Sento sempre qualcosa che agisce potente dentro di me camminando per Centocelle, una sensazione cui non so dare nome. Arrivata al Forte incontro Gabriele Pulcini, laurea in Comunicazione Pubblica e d’Impresa. Occhi brillanti, mi racconta del Forte Prenestino, costruito dal 1880 come uno dei 15 avamposti collocati sulle strade consolari a difesa di Roma. Il bastione già a fine 800 non è più funzionale, visto l’avanzamento della tecnologia militare. Diviene caserma, quindi abbandonato fino all’occupazione del 1986, quando muta in C.S.O.A. Poi un baleno sbuca dai suoi occhi. Gabriele ha una storia da raccontare. Ha i tratti salienti del viaggio fisico perché ne rimanga memoria e della sensibilità che solo la grana fotografica consente. Due binari che procedono paralleli alla ricerca dell’autenticità, trama del progetto fotografico che Gabriele vuole realizzare sul luogo che frequentava da ragazzino e che ha riscoperto nel 2013, tornato da un interrail in solitaria con la sua Nikon D60. “Per trovare cose fantastiche bisogna avere la capacità di guardare oltre il proprio naso”, mi dice. E il Forte è un coagulo di storie, attraversato da quella autenticità che solo nell’arretratezza dei paesi dell’Est Europa è riuscito a scorgere. “In contrapposizione alla disneyzzazione che rende neutri i luoghi e la presenza umana, in cui il valore aggiunto sorpassa quello del luogo”, il Forte e il quartiere che lo contiene (Prenestino-Centocelle) vedono, nonostante i mutamenti dei decenni, la presenza umana ancora come valore aggiunto.

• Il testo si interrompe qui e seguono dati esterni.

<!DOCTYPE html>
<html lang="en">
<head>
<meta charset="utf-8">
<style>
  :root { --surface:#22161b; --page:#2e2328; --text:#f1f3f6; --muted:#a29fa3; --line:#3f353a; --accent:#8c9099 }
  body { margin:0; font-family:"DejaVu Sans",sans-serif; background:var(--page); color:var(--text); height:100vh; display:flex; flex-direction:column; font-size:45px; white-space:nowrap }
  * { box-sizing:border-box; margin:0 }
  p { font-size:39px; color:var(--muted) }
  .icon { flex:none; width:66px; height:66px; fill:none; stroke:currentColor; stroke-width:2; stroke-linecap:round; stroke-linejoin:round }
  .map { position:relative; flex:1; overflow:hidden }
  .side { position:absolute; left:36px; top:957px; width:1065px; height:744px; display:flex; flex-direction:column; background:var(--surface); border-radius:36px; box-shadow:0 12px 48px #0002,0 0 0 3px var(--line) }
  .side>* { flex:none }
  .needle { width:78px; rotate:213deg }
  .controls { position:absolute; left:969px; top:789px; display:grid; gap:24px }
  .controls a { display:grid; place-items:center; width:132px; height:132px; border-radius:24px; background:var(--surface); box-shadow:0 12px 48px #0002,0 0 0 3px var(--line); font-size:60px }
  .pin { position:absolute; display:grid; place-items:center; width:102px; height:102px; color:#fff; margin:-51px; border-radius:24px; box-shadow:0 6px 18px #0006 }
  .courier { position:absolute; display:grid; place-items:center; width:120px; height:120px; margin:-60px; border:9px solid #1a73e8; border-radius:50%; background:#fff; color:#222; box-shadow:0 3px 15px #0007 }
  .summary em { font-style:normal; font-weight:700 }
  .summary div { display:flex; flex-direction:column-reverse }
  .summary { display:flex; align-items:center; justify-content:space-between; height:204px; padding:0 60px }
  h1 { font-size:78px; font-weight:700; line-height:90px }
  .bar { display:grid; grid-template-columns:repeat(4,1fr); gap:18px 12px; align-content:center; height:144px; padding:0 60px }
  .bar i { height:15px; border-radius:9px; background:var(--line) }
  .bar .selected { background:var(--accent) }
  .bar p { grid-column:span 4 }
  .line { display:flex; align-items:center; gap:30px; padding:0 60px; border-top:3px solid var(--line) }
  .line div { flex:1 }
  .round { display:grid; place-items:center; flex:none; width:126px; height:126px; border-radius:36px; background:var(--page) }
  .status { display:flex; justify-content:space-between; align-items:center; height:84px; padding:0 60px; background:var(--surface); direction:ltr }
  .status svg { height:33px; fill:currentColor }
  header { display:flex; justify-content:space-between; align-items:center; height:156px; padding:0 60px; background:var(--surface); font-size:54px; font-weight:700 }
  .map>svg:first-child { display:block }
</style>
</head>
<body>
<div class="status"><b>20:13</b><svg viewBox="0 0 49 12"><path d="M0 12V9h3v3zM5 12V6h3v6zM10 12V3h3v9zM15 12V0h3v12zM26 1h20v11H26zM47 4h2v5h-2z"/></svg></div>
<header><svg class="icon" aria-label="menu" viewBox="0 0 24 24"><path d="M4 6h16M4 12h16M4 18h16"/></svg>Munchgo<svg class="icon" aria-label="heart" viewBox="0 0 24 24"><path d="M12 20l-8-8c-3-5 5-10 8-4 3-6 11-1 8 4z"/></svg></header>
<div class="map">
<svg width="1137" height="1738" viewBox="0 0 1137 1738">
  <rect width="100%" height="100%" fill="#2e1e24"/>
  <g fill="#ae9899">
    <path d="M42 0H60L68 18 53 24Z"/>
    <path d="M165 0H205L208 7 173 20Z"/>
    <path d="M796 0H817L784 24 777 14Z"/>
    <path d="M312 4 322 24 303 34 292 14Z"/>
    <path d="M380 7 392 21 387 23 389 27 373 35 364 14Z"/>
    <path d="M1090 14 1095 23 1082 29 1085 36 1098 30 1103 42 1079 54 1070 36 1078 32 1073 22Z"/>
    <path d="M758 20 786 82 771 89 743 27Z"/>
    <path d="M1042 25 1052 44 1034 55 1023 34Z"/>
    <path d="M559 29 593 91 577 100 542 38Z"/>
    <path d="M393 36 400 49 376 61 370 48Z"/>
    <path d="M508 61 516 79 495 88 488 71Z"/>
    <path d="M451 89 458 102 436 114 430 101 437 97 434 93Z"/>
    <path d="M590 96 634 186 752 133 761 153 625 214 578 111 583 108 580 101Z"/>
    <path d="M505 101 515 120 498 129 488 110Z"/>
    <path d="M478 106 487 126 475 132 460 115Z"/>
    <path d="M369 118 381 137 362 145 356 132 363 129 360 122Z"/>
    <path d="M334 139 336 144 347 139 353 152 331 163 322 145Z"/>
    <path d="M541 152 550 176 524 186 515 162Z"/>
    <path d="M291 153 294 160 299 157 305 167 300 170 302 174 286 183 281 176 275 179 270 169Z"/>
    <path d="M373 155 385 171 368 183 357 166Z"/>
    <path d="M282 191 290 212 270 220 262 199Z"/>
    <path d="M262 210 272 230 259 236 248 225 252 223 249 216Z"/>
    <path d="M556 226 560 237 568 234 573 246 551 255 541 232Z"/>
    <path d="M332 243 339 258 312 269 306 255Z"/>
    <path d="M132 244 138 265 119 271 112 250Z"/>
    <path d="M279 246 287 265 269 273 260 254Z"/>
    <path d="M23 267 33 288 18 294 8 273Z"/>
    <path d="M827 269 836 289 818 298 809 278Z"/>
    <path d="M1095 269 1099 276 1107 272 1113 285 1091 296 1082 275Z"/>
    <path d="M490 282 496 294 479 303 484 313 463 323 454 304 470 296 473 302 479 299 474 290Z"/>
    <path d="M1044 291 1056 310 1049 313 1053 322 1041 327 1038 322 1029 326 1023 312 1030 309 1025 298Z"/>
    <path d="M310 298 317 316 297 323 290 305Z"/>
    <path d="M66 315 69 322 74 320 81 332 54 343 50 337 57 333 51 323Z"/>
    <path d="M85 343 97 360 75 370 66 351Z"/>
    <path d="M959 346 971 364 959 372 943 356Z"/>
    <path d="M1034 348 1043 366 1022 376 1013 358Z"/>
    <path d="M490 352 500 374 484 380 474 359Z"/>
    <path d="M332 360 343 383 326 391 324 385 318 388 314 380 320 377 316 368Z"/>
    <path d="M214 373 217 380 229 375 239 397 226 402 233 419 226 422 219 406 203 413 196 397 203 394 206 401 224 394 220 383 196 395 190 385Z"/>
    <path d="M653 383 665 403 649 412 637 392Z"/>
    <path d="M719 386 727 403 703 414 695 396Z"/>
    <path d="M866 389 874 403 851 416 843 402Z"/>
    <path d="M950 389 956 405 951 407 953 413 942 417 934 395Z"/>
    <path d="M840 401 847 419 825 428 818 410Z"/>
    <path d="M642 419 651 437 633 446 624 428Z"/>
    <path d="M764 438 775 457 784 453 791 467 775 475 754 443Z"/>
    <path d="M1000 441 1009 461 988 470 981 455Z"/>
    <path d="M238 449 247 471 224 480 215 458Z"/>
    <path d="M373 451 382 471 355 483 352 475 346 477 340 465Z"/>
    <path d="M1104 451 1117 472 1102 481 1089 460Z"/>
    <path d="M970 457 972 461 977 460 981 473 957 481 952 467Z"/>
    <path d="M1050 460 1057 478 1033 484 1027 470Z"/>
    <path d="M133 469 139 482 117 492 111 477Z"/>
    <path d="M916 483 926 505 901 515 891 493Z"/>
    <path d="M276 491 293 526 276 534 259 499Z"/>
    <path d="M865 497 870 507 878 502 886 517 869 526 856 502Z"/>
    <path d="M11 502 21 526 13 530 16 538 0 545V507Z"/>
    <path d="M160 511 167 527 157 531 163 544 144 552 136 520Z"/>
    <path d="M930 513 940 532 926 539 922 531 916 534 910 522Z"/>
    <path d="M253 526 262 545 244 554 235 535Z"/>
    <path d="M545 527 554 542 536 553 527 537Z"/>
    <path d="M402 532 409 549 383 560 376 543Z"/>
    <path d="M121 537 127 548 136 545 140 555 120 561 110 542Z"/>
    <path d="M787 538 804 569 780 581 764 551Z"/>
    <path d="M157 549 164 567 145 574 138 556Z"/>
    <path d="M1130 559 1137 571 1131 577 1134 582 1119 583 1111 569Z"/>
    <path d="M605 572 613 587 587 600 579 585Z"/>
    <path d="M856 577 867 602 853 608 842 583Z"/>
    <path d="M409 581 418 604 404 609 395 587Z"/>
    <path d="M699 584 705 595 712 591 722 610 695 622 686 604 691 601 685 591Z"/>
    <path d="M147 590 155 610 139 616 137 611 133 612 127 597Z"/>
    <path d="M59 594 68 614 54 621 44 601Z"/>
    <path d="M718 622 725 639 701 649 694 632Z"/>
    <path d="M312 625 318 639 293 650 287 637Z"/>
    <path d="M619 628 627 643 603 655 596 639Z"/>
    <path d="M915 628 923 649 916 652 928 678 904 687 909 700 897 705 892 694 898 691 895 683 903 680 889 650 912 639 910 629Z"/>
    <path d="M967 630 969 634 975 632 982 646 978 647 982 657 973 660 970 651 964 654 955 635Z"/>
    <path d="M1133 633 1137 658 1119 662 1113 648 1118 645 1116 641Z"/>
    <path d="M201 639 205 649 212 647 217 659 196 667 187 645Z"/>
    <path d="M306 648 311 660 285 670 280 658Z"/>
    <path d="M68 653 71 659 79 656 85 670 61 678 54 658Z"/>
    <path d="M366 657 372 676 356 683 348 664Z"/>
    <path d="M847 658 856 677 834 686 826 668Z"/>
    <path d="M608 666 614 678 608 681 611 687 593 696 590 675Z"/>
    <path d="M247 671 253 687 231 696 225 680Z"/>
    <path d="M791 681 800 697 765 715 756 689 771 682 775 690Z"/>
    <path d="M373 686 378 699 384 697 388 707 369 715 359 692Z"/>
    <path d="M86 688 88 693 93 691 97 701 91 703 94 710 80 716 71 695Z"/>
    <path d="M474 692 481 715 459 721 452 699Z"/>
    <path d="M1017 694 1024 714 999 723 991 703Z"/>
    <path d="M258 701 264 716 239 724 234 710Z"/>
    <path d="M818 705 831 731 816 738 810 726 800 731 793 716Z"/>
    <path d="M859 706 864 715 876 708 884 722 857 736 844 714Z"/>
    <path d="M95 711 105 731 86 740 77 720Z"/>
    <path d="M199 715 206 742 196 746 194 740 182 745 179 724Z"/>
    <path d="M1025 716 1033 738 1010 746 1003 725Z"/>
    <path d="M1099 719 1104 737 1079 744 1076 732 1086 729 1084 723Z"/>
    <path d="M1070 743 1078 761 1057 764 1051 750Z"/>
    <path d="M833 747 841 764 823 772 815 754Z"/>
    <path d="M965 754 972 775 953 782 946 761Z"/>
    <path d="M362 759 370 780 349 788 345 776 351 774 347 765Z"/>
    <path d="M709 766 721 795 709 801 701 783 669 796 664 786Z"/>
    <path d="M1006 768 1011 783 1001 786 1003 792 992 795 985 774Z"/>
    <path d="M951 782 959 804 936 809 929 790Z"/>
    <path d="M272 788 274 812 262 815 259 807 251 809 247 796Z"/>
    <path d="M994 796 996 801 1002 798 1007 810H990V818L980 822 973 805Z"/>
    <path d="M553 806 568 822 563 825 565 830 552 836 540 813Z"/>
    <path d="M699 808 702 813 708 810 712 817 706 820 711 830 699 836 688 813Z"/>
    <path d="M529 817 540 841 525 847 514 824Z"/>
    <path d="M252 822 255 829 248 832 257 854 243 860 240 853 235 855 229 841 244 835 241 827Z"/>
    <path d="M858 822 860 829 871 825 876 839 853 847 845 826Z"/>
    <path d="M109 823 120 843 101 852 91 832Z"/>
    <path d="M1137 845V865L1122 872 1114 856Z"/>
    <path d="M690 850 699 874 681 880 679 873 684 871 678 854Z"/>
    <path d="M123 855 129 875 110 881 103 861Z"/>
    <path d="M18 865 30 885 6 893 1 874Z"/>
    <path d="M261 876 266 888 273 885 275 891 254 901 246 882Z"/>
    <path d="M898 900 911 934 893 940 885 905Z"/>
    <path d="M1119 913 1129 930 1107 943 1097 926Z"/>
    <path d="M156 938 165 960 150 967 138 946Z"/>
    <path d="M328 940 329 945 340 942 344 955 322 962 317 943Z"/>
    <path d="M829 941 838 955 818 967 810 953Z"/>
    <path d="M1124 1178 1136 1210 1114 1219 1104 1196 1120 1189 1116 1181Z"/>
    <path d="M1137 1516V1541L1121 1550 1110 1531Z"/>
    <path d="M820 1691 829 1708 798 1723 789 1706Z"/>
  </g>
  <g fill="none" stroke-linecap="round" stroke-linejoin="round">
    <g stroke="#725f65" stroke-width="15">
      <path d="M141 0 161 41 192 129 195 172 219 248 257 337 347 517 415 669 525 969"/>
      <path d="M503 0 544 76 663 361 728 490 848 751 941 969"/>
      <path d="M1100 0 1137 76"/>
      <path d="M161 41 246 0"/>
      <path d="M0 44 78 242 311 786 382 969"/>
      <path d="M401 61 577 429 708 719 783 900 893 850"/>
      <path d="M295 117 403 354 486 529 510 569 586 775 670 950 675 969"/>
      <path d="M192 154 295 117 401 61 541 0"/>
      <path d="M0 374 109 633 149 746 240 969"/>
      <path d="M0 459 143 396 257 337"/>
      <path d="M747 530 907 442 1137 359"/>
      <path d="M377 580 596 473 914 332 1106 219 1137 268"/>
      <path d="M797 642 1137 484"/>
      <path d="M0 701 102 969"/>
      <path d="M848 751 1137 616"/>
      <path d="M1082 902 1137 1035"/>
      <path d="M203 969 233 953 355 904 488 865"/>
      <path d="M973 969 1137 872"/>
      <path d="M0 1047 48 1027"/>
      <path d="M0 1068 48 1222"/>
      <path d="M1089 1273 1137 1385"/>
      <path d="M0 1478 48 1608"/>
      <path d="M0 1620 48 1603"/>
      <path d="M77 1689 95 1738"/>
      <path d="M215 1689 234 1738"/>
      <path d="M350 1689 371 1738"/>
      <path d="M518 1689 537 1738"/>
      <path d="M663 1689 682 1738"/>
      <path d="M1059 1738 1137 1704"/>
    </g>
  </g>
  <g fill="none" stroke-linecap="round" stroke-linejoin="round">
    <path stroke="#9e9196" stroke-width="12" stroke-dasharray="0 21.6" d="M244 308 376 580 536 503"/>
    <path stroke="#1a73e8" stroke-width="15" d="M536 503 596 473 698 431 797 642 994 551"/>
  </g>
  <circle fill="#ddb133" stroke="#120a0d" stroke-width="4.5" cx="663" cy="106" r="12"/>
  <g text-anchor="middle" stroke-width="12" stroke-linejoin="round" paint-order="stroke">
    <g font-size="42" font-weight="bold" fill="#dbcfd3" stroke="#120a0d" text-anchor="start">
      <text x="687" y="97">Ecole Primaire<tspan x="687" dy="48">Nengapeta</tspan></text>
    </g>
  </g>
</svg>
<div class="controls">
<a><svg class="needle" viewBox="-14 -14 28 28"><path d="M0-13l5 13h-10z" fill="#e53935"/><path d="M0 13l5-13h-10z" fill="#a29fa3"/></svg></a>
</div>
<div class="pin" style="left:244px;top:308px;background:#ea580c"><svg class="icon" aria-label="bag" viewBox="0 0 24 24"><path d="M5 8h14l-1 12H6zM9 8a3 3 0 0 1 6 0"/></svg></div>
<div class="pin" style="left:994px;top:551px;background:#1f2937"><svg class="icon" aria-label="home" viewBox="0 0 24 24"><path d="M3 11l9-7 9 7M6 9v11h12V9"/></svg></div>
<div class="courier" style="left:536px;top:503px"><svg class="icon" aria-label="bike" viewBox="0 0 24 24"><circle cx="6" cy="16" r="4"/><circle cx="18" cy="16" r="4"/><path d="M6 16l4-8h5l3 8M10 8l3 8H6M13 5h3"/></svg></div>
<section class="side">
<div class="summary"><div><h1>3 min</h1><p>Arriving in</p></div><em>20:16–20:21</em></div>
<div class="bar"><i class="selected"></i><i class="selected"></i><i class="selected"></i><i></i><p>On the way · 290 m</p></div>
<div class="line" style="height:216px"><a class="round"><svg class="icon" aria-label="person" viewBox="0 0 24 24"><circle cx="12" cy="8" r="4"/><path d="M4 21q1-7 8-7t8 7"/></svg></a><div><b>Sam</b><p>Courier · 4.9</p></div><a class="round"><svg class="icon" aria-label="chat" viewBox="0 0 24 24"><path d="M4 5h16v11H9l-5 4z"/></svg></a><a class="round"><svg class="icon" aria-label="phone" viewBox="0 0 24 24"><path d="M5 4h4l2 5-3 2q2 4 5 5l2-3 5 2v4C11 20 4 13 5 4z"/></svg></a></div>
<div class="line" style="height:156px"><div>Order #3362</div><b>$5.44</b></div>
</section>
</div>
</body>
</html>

La rosticceria di una volta, la trattoria storica, il baretto. La domenica, dalle tredici, un deserto di strade tra profumo di lasagne e aranci. Il posto autentico dell’infanzia, ecco la sensazione potente a cui finora non ero riuscita a dare un nome.

La storia è stata raccontata da Maria Teresa Sammarco, scrittrice.